**Task goal:** Within the records below, find each line with the word "button" and copy it out.

**Supplied records:**
***

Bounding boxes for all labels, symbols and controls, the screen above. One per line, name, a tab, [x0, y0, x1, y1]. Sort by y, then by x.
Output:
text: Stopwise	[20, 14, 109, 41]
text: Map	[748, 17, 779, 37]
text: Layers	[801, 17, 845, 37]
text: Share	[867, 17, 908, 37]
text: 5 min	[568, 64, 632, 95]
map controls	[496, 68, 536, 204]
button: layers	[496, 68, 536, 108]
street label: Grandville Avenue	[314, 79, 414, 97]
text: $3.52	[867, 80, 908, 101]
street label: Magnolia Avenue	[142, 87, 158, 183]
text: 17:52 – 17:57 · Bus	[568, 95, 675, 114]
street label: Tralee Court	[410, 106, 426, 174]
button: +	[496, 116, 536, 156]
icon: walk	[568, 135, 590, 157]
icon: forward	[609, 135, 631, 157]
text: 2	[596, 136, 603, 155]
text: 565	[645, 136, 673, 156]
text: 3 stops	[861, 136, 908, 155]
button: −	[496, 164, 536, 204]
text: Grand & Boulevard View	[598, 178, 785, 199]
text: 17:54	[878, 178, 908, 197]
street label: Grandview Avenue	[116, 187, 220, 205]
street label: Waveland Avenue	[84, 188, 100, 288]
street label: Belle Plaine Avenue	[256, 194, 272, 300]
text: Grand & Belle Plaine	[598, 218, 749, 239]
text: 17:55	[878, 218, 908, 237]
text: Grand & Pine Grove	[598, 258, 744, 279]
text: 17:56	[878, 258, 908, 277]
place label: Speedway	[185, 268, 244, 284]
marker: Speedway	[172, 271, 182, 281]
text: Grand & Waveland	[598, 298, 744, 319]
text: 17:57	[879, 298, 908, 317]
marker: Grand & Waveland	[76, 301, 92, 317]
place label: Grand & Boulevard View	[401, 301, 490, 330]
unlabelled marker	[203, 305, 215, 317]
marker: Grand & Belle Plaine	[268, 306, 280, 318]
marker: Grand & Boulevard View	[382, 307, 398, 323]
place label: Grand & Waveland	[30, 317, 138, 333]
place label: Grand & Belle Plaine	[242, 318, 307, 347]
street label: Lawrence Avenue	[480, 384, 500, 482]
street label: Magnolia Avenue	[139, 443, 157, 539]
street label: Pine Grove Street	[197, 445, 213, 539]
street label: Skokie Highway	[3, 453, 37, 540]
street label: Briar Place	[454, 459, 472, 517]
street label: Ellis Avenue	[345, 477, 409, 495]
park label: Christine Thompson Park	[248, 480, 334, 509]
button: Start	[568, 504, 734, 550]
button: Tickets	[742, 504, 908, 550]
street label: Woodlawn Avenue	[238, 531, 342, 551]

***

**Solved exercise:**
button: layers	[496, 68, 536, 108]
button: +	[496, 116, 536, 156]
button: −	[496, 164, 536, 204]
button: Start	[568, 504, 734, 550]
button: Tickets	[742, 504, 908, 550]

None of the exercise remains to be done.